### Try it
Restate every line of the data word for word, except for the images.

### Source material
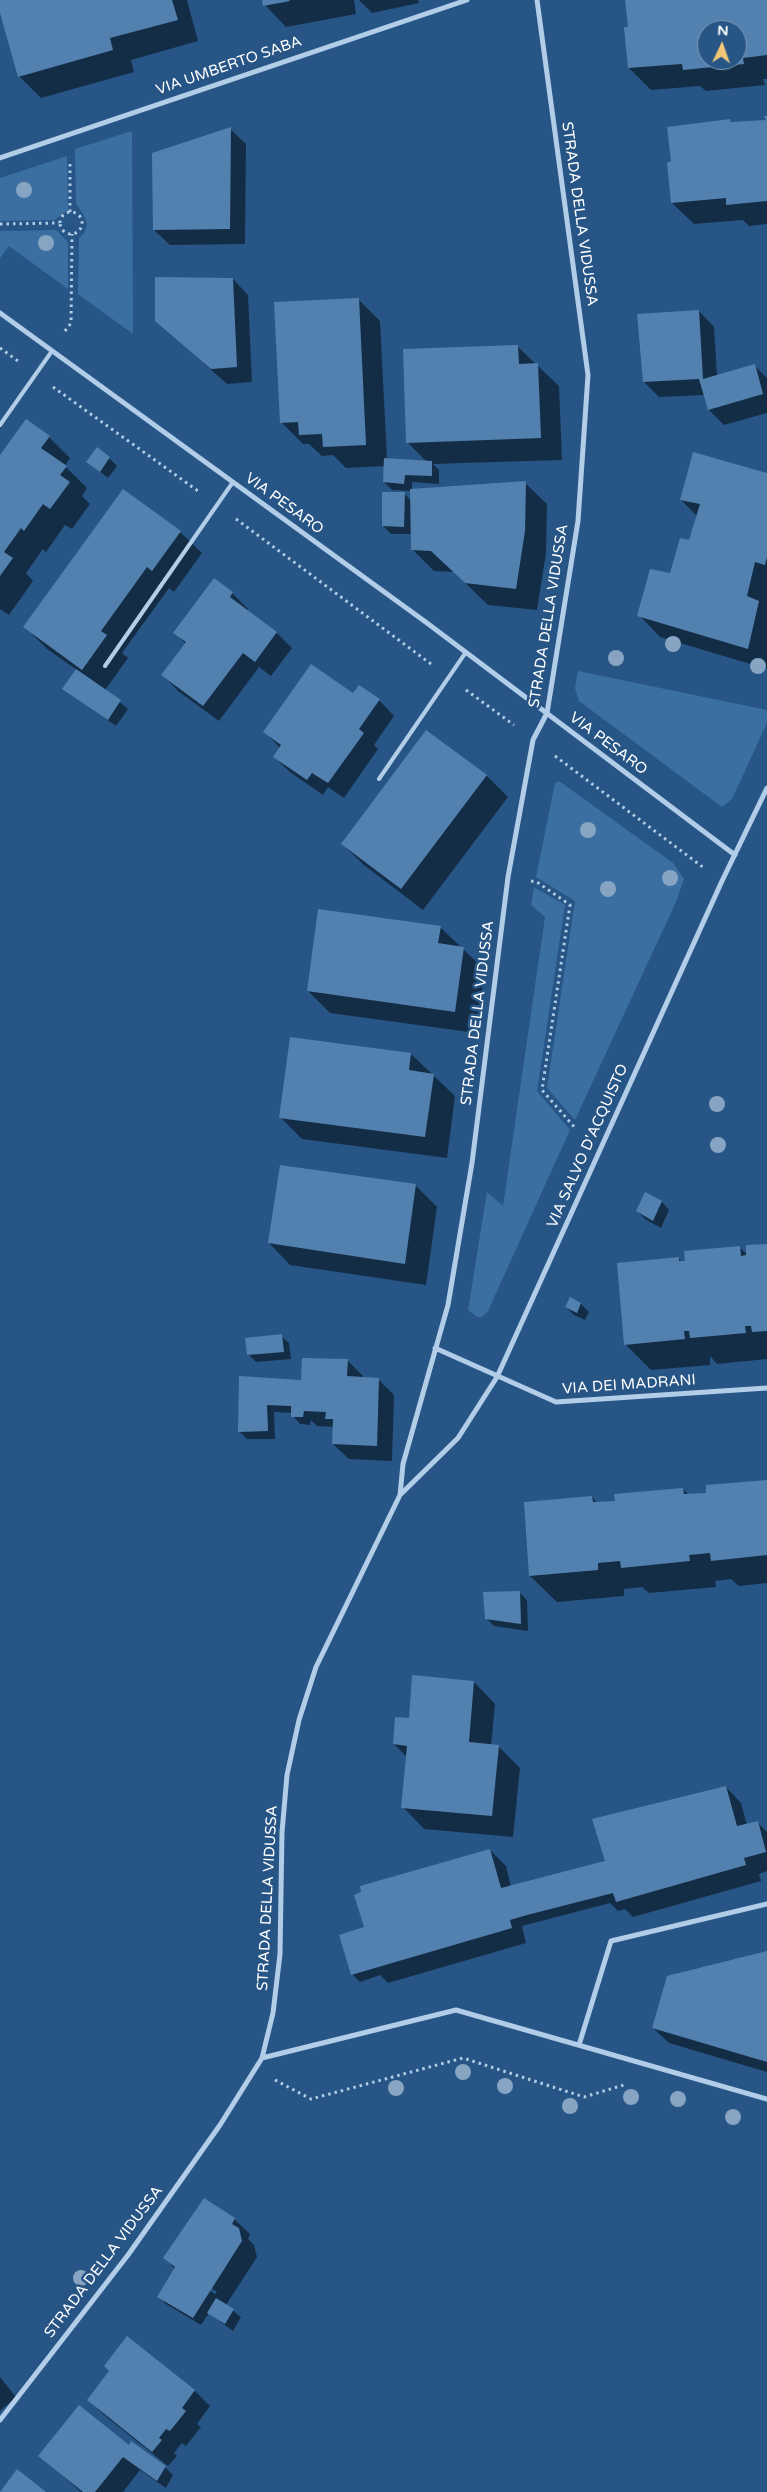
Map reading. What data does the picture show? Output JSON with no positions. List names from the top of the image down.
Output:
{
  "streets": {
    "street": [
      "VIA UMBERTO SABA",
      "STRADA DELLA VIDUSSA",
      "VIA PESARO",
      "VIA SALVO D'ACQUISTO",
      "VIA DEI MADRANI"
    ]
  },
  "crossings": [
    ["STRADA DELLA VIDUSSA", "VIA PESARO"],
    ["STRADA DELLA VIDUSSA", "VIA SALVO D'ACQUISTO"],
    ["VIA PESARO", "VIA SALVO D'ACQUISTO"],
    ["VIA SALVO D'ACQUISTO", "VIA DEI MADRANI"]
  ],
  "north": "top"
}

### Response area
Map reading. What data does the picture show? Output JSON with no positions. List names from the top of the image down.
Output:
{
  "streets": {
    "street": [
      "VIA UMBERTO SABA",
      "STRADA DELLA VIDUSSA",
      "VIA PESARO",
      "VIA SALVO D'ACQUISTO",
      "VIA DEI MADRANI"
    ]
  },
  "crossings": [
    ["STRADA DELLA VIDUSSA", "VIA PESARO"],
    ["STRADA DELLA VIDUSSA", "VIA SALVO D'ACQUISTO"],
    ["VIA PESARO", "VIA SALVO D'ACQUISTO"],
    ["VIA SALVO D'ACQUISTO", "VIA DEI MADRANI"]
  ],
  "north": "top"
}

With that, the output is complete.